Companies like Micron manufacture the diminutive chips that power everything from smartphones to computers to automobiles. The federal bill was aimed at bolstering U.S. competitiveness against China and avoiding another chip shortage like the one that derailed the automobile and technology industries during the pandemic.
"Chips are essential to our economy, and if we were to lose the ability to manufacture chips here in the United States, it would be a severe, both economic security and national security risk," Schumer said in an interview with The Associated Press. "This will be the most advanced memory chip manufacturing facility in the United States and probably the world. And it's located in a place that will really benefit from it."
The company plans to invest up to $100 billion over the next 20-plus years to construct the project, with the first investment of $20 billion planned by the end of the decade. The deal is also expected to bring more than 9,000 jobs to Micron, and officials believe it could also bring close to 40,000 other ancillary jobs to the region, from suppliers to contractors, officials said.
After signing the $280 billion bill last month, President Joe Biden touted the New York investment as proof that it was working.
"Today is another win for America, and another massive new investment in America spurred by my economic plan," Biden said. "Micron, an American company, is investing $20 billion dollars this decade and up to $100 billion over twenty years in CHIPS manufacturing in upstate New York, creating tens of thousands of good-paying jobs. Together, we are building an economy from the bottom up and the middle out, where we lower costs for our families and make it right here in America."
Micron, based in Boise, Idaho, has several chip manufacturing plants around the world, including in Singapore and Taiwan. The company announced in September that it would invest $15 billion though the end of the decade on a new semiconductor plant in its hometown, which the chipmaker said will create 17,000 American jobs.
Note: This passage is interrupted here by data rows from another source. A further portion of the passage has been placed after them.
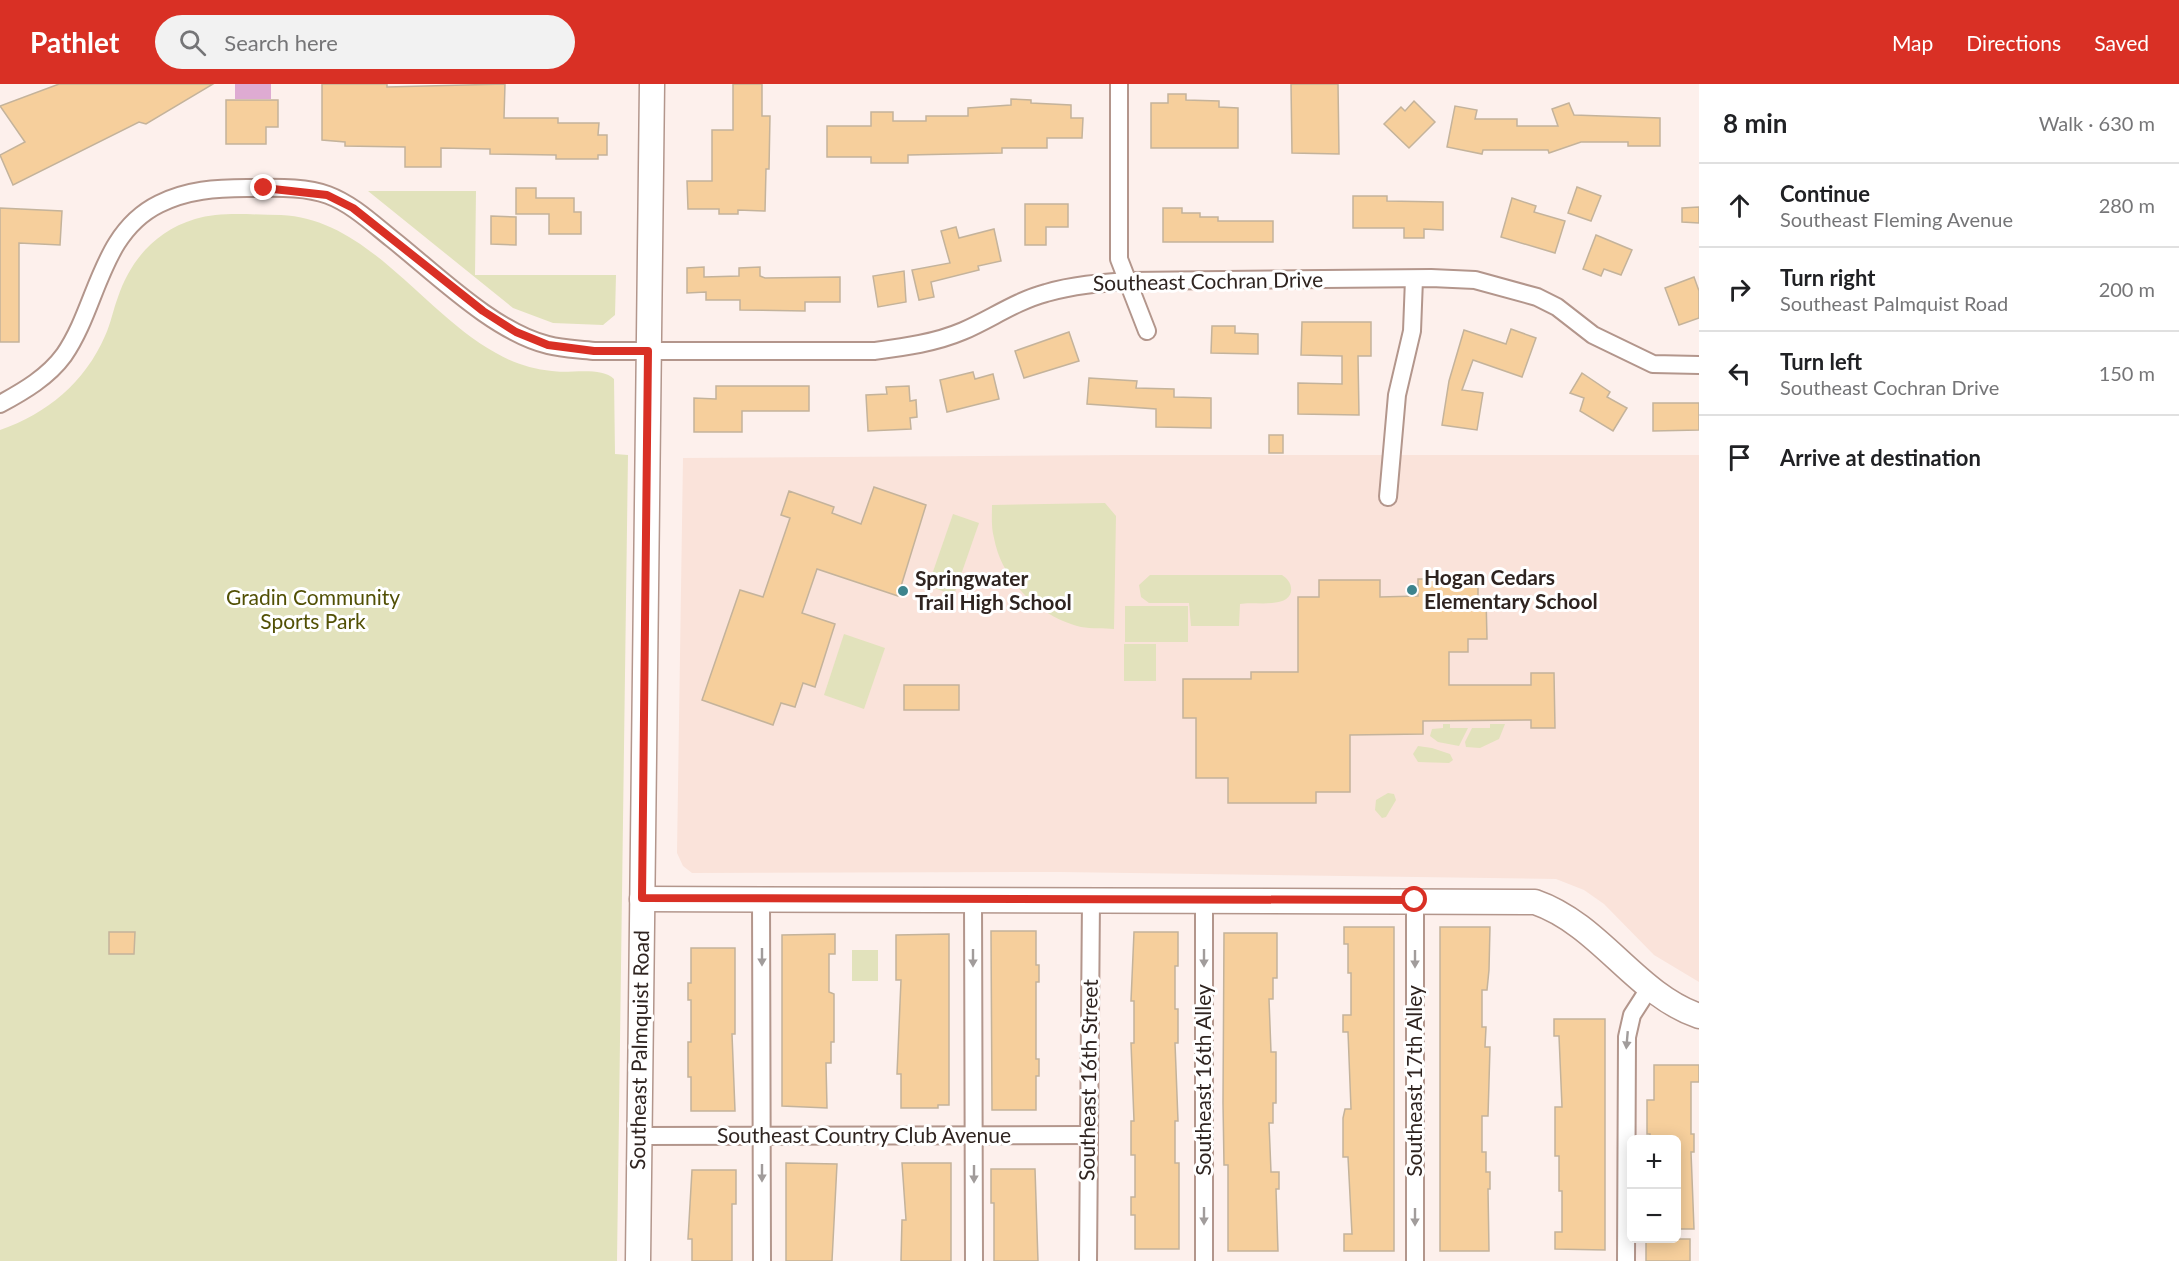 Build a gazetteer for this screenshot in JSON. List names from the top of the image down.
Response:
{
  "streets": {
    "main road": ["Southeast Palmquist Road"],
    "street": [
      "Southeast Cochran Drive",
      "Southeast 16th Street",
      "Southeast 16th Alley",
      "Southeast 17th Alley",
      "Southeast Country Club Avenue"
    ]
  },
  "crossings": [
    ["Southeast Cochran Drive", "Southeast Palmquist Road"],
    ["Southeast Palmquist Road", "Southeast Country Club Avenue"],
    ["Southeast 16th Street", "Southeast Country Club Avenue"]
  ],
  "one_way": ["Southeast 16th Alley", "Southeast 17th Alley"],
  "parks": ["Gradin Community Sports Park"],
  "places": ["Hogan Cedars Elementary School", "Springwater Trail High School"],
  "page": {
    "header": "Pathlet",
    "search": "Search here",
    "nav": ["Map", "Directions", "Saved"],
    "heading": ["8 min", "Walk · 630 m"],
    "list": [
      ["Continue", "Southeast Fleming Avenue", "280 m"],
      ["Turn right", "Southeast Palmquist Road", "200 m"],
      ["Turn left", "Southeast Cochran Drive", "150 m"],
      "Arrive at destination"
    ],
    "map_buttons": ["+", "−"]
  }
}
Manish Bhatia, Micron's executive vice president of global operations, told the AP that New York was selected in large part because it has a history of semiconductor development. New York is currently home to 76 semiconductor companies, according to Schumer.
"There is an ecosystem of other manufacturers, research institutions," Bhatia said. "We believe we can funnel a lot of that talent" to the Syracuse-area, including military veterans.
Bhatia also said the company needed a large site for a facility that could ultimately encompass 2.4 million square feet. That also means having the water and power infrastructure in place to accommodate the production of memory chips, a sector that he said is growing because the "era of big data" requires even more capacity for processing larger and larger sets of information.
"This is like a 21st century Erie Canal," Schumer said of the New York plant. "And just as the original Erie Canal did centuries ago, this will help cement the growth of our economy for decades to come, not only in upstate New York, but in the country, since these chips are so vital to so many of our cutting-edge industries."